Akhbar Al Dhahran
- Type: Weekly newspaper
- Founders: Abdullah bin Abdul Rahman Al Malhooq; Abdul Karim Al Juhaiman;
- Founded: 26 December 1954
- Ceased publication: 29 April 1957
- Language: Arabic
- Headquarters: Dammam
- Country: Saudi Arabia

= Akhbar Al Dhahran =

Weekly Arabic newspaper published in Saudi Arabia (1954–1957)

Akhbar Al Dhahran (Dhahran News) was a weekly nationalist newspaper published in Dammam between 1954 and 1957. It was the first newspaper published in the Eastern Province of the country.

==History and profile==
Akhbar Al Dhahran was first published on 26 December 1954. Early issues of the paper were printed in Beirut and shipped to Dammam. The paper covered critical news in the country and attempted to raise an awareness among the people. It was known for its coverage of the nationalist articles and news on the corruption and maladministration in Saudi municipalities. Over time the weekly became a platform for nationalist Saudis to discuss the developments in the region.

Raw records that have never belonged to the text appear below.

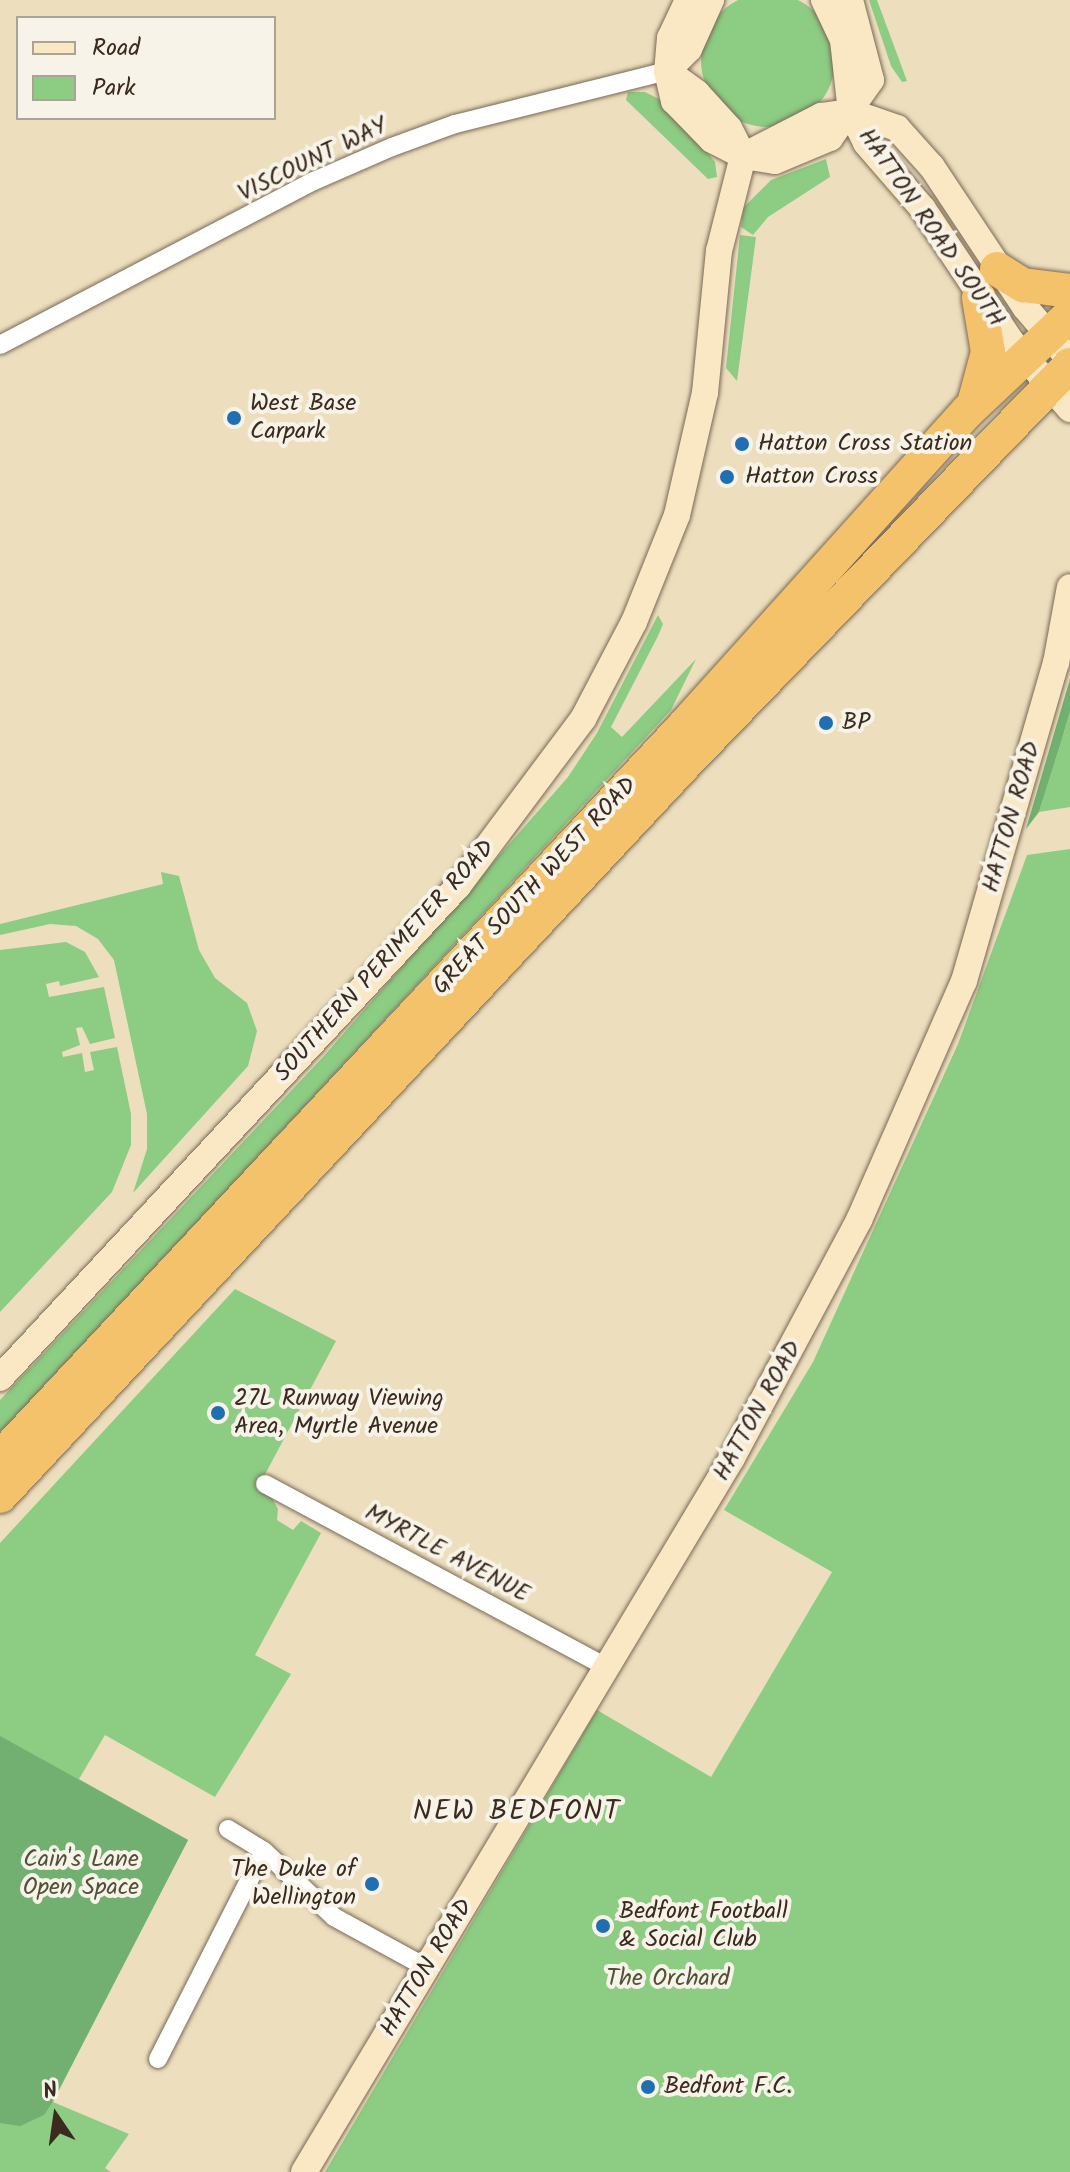 <!DOCTYPE html>
<html>
<head>
<meta charset="utf-8">
<style>
	body { margin:0 }
	#map { position:relative; width:1070px; height:2172px; overflow:hidden; background:#eddfbe; font-family:Kalam,sans-serif }
	div>[style] { position:absolute }
	.green>* { inset:0; background:#8ccc83 }
	.round { border-radius:50% }
	.forest>* { inset:0; background:#71b071 }
	.roads { filter:drop-shadow(0 0 2px #796956) drop-shadow(0 0 2px #796956) }
	.street>* { height:18px; margin:-9px; padding:0 9px; transform-origin:9px; border-radius:9px; background:#fff }
	.secondary>* { height:26px; margin:-13px; padding:0 13px; transform-origin:13px; border-radius:13px; background:#fae7c3 }
	.highway>* { height:34px; margin:-17px; padding:0 17px; transform-origin:17px; border-radius:17px; background:#f3c26a }
	.dots>* { width:22px; height:22px; translate:-50% -50%; box-sizing:border-box; border:4px solid #f7f3e8; border-radius:50% }
	span { translate:-50% -50%; white-space:nowrap; text-align:center; line-height:1.15; -webkit-text-stroke:8px #f7f3e8; paint-order:stroke }
	.street-label { font-size:24px; color:#3b2a1e }
	.poi-label { font-size:24px; color:#3b2a1e }
	.left { translate:0 -50%; text-align:left }
	.right { translate:-100% -50%; text-align:right }
	.park-label { font-size:24px; color:#4f5237 }
	.quarter-label { font-size:28px; color:#3b2a1e; letter-spacing:2px }
	.legend { position:absolute; left:16px; top:16px; width:260px; height:104px; box-sizing:border-box; background:#f7f3e8; border:2px solid #aca397; margin:0; padding:10px 14px; list-style:none; font-size:24px; color:#3b2a1e }
	.legend li { display:flex; align-items:center; gap:16px; height:40px }
	.legend b { width:40px; border:2px solid #aca397 }
	.north { position:absolute; left:16px; top:2076px; width:80px; height:80px; -webkit-text-stroke:6px #f7f3e8; paint-order:stroke; rotate:347deg; font-size:22px; font-weight:700; line-height:32px; text-align:center; color:#3b2a1e }
	.north::after { content:''; display:block; margin:auto; width:28px; height:36px; background:#3b2a1e; clip-path:polygon(50% 0,100% 100%,50% 72%,0 100%) }
</style>
</head>
<body>
<div id="map">
	<div class="green">
		<i class="round" style="left:701px;top:-7px;width:134px;height:134px"></i>
		<i style="clip-path:polygon(869px 0,877px 0,907px 81px,902px 82px,891px 66px)"></i>
		<i style="clip-path:polygon(645px 92px,659px 99px,693px 135px,715px 162px,717px 177px,708px 179px,626px 100px,628px 92px)"></i>
		<i style="clip-path:polygon(826px 159px,830px 177px,768px 217px,753px 235px,741px 227px,743px 208px,771px 180px)"></i>
		<i style="clip-path:polygon(740px 235px,756px 237px,737px 381px,726px 368px)"></i>
		<i style="clip-path:polygon(658px 615px,663px 624px,658px 636px,611px 727px,622px 737px,696px 659px,671px 710px,0 1436px,0 1400px,323px 1057px,568px 777px,597px 733px)"></i>
		<i style="clip-path:polygon(1070px 711px,1070px 807px,1039px 812px,1062px 739px)"></i>
		<i style="clip-path:polygon(1070px 849px,1070px 2172px,325px 2172px,597px 1710px,711px 1777px,832px 1572px,724px 1510px,813px 1362px,958px 1044px,1027px 855px)"></i>
		<i style="clip-path:polygon(161px 872px,179px 876px,199px 950px,215px 978px,247px 1003px,257px 1031px,248px 1066px,133px 1193px,147px 1149px,147px 1114px,114px 960px,98px 939px,76px 926px,50px 924px,0 935px,0 924px,163px 884px)"></i>
		<i style="clip-path:polygon(66px 942px,85px 952px,99px 977px,60px 986px,59px 981px,46px 984px,49px 997px,104px 987px,115px 1038px,90px 1044px,82px 1027px,76px 1028px,80px 1045px,62px 1052px,63px 1057px,82px 1053px,85px 1072px,94px 1070px,90px 1052px,117px 1047px,131px 1114px,131px 1145px,112px 1192px,0 1312px,0 950px)"></i>
		<i style="clip-path:polygon(235px 1289px,336px 1341px,262px 1480px,278px 1509px,277px 1520px,293px 1530px,301px 1521px,321px 1533px,255px 1655px,291px 1674px,215px 1797px,105px 1735px,79px 1779px,188px 1840px,53px 2102px,129px 2134px,105px 2168px,111px 2172px,0 2172px,0 1543px)"></i>
	</div>
	<div class="forest">
		<i style="clip-path:polygon(1070px 679px,1070px 711px,1062px 739px,1039px 812px,1026px 829px)"></i>
		<i style="clip-path:polygon(0 1736px,188px 1840px,52px 2103px,44px 2115px,20px 2126px,0 2123px)"></i>
	</div>
	<div class="roads">
		<div class="street">
			<i style="left:0;top:345px;width:354px;rotate:-27.6deg"></i>
			<i style="left:314px;top:181px;width:85px;rotate:-23.6deg"></i>
			<i style="left:392px;top:147px;width:67px;rotate:-20.1deg"></i>
			<i style="left:455px;top:124px;width:219px;rotate:-14deg"></i>
			<i style="left:265px;top:1484px;width:387px;rotate:28.2deg"></i>
			<i style="left:228px;top:1829px;width:42px;rotate:31.4deg"></i>
			<i style="left:264px;top:1851px;width:96px;rotate:43.3deg"></i>
			<i style="left:334px;top:1917px;width:106px;rotate:28.7deg"></i>
			<i style="left:158px;top:2059px;width:233px;rotate:-63deg"></i>
		</div>
		<div class="secondary">
			<i style="left:688px;top:0;width:42px;rotate:115.3deg"></i>
			<i style="left:670px;top:38px;width:33px;rotate:95deg"></i>
			<i style="left:667px;top:71px;width:31px;rotate:77deg"></i>
			<i style="left:674px;top:101px;width:54px;rotate:45.7deg"></i>
			<i style="left:712px;top:140px;width:35px;rotate:27deg"></i>
			<i style="left:743px;top:156px;width:32px;rotate:9deg"></i>
			<i style="left:775px;top:161px;width:60px;rotate:-22.7deg"></i>
			<i style="left:830px;top:138px;width:71px;rotate:-54.7deg"></i>
			<i style="left:871px;top:80px;width:83px;rotate:-104.7deg"></i>
			<i style="left:824px;top:0;width:44px;rotate:64.6deg"></i>
			<i style="left:843px;top:40px;width:72px;rotate:83.7deg"></i>
			<i style="left:851px;top:112px;width:34px;rotate:64deg"></i>
			<i style="left:866px;top:143px;width:87px;rotate:49.2deg"></i>
			<i style="left:923px;top:209px;width:159px;rotate:56.3deg"></i>
			<i style="left:1011px;top:341px;width:90px;rotate:49.1deg"></i>
			<i style="left:667px;top:71px;width:37px;rotate:36deg"></i>
			<i style="left:697px;top:93px;width:47px;rotate:47.6deg"></i>
			<i style="left:729px;top:128px;width:31px;rotate:63deg"></i>
			<i style="left:667px;top:71px;width:31px;rotate:-45deg"></i>
			<i style="left:689px;top:49px;width:54px;rotate:-65.8deg"></i>
			<i style="left:743px;top:156px;width:88px;rotate:-27.1deg"></i>
			<i style="left:821px;top:116px;width:30px;rotate:-8deg"></i>
			<i style="left:851px;top:112px;width:49px;rotate:19.2deg"></i>
			<i style="left:897px;top:128px;width:52px;rotate:48.1deg"></i>
			<i style="left:932px;top:167px;width:168px;rotate:56.4deg"></i>
			<i style="left:1025px;top:307px;width:70px;rotate:49.7deg"></i>
			<i style="left:0;top:1378px;width:672px;rotate:-47.05deg"></i>
			<i style="left:458px;top:886px;width:209px;rotate:-53.2deg"></i>
			<i style="left:583px;top:719px;width:110px;rotate:-62.3deg"></i>
			<i style="left:634px;top:622px;width:115px;rotate:-68.1deg"></i>
			<i style="left:677px;top:515px;width:125px;rotate:-77.1deg"></i>
			<i style="left:705px;top:393px;width:143px;rotate:-84.4deg"></i>
			<i style="left:719px;top:251px;width:98px;rotate:-75.8deg"></i>
			<i style="left:304px;top:2172px;width:832px;rotate:-59.06deg"></i>
			<i style="left:732px;top:1458px;width:270px;rotate:-61.9deg"></i>
			<i style="left:859px;top:1220px;width:261px;rotate:-66.3deg"></i>
			<i style="left:964px;top:981px;width:331px;rotate:-73.9deg"></i>
			<i style="left:1056px;top:663px;width:77px;rotate:-79.6deg"></i>
		</div>
		<div class="highway">
			<i style="left:997px;top:269px;width:31px;rotate:32deg"></i>
			<i style="left:1023px;top:285px;width:47px;rotate:7.3deg"></i>
			<i style="left:975px;top:400px;width:50px;rotate:-74.8deg"></i>
			<i style="left:988px;top:352px;width:55px;rotate:-99.5deg"></i>
			<i style="left:0;top:1458px;width:1002px;rotate:-46.94deg"></i>
			<i style="left:684px;top:726px;width:424px;rotate:-48deg"></i>
			<i style="left:968px;top:411px;width:140px;rotate:-43.3deg"></i>
			<i style="left:0;top:1496px;width:1001px;rotate:-46.9deg"></i>
			<i style="left:684px;top:765px;width:556px;rotate:-46.02deg"></i>
		</div>
	</div>
	<div class="dots">
		<i style="left:234px;top:418px;background:#1f6fb2"></i>
		<i style="left:742px;top:444px;background:#1f6fb2"></i>
		<i style="left:727px;top:477px;background:#1f6fb2"></i>
		<i style="left:826px;top:723px;background:#1f6fb2"></i>
		<i style="left:218px;top:1413px;background:#1f6fb2"></i>
		<i style="left:372px;top:1884px;background:#1f6fb2"></i>
		<i style="left:603px;top:1926px;background:#1f6fb2"></i>
		<i style="left:648px;top:2087px;background:#1f6fb2"></i>
	</div>
	<div class="street-label">
		<span style="left:313px;top:160px;rotate:-26deg">VISCOUNT WAY</span>
		<span style="left:931px;top:228px;rotate:55deg">HATTON ROAD SOUTH</span>
		<span style="left:1012px;top:817px;rotate:-74deg">HATTON ROAD</span>
		<span style="left:535px;top:886px;rotate:-47deg">GREAT SOUTH WEST ROAD</span>
		<span style="left:385px;top:961px;rotate:-48deg">SOUTHERN PERIMETER ROAD</span>
		<span style="left:758px;top:1411px;rotate:-61deg">HATTON ROAD</span>
		<span style="left:447px;top:1554px;rotate:28deg">MYRTLE AVENUE</span>
		<span style="left:427px;top:1968px;rotate:-59deg">HATTON ROAD</span>
	</div>
	<div class="poi-label">
		<span class="left" style="left:250px;top:418px">West Base<br>Carpark</span>
		<span class="left" style="left:758px;top:444px">Hatton Cross Station</span>
		<span class="left" style="left:745px;top:477px">Hatton Cross</span>
		<span class="left" style="left:842px;top:723px">BP</span>
		<span class="left" style="left:234px;top:1413px">27L Runway Viewing<br>Area, Myrtle Avenue</span>
		<span class="right" style="left:356px;top:1884px">The Duke of<br>Wellington</span>
		<span class="left" style="left:619px;top:1926px">Bedfont Football<br>&amp; Social Club</span>
		<span class="left" style="left:664px;top:2087px">Bedfont F.C.</span>
	</div>
	<div class="park-label">
		<span style="left:81px;top:1874px">Cain's Lane<br>Open Space</span>
		<span style="left:668px;top:1979px">The Orchard</span>
	</div>
	<div class="quarter-label">
		<span style="left:517px;top:1812px">NEW BEDFONT</span>
	</div>
	<ul class="legend">
	<li><b style="height:10px;background:#fae7c3"></b>Road</li>
	<li><b style="height:22px;background:#8ccc83"></b>Park</li>
	</ul>
	<div class="north">N</div>
</div>
</body>
</html>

Muhammad Abdullah Al Mana‘, a merchant and philanthropist, was among the frequent contributors of Akhbar Al Dhahran. The paper featured the nationalist poems by Hasan Faraj Al Umran, a Shia cleric and native of Qatif. Abdullah bin Abdul Rahman Al Malhooq served as the editor-in-chief. Abdul Karim Al Juhaiman was the last the editor-in-chief of the newspaper. His articles on the necessity of education for girls' and on gambling caused tension, and soon after this incident the last issue of the paper appeared on 29 April 1957. He was also arrested and released after 20-day detention.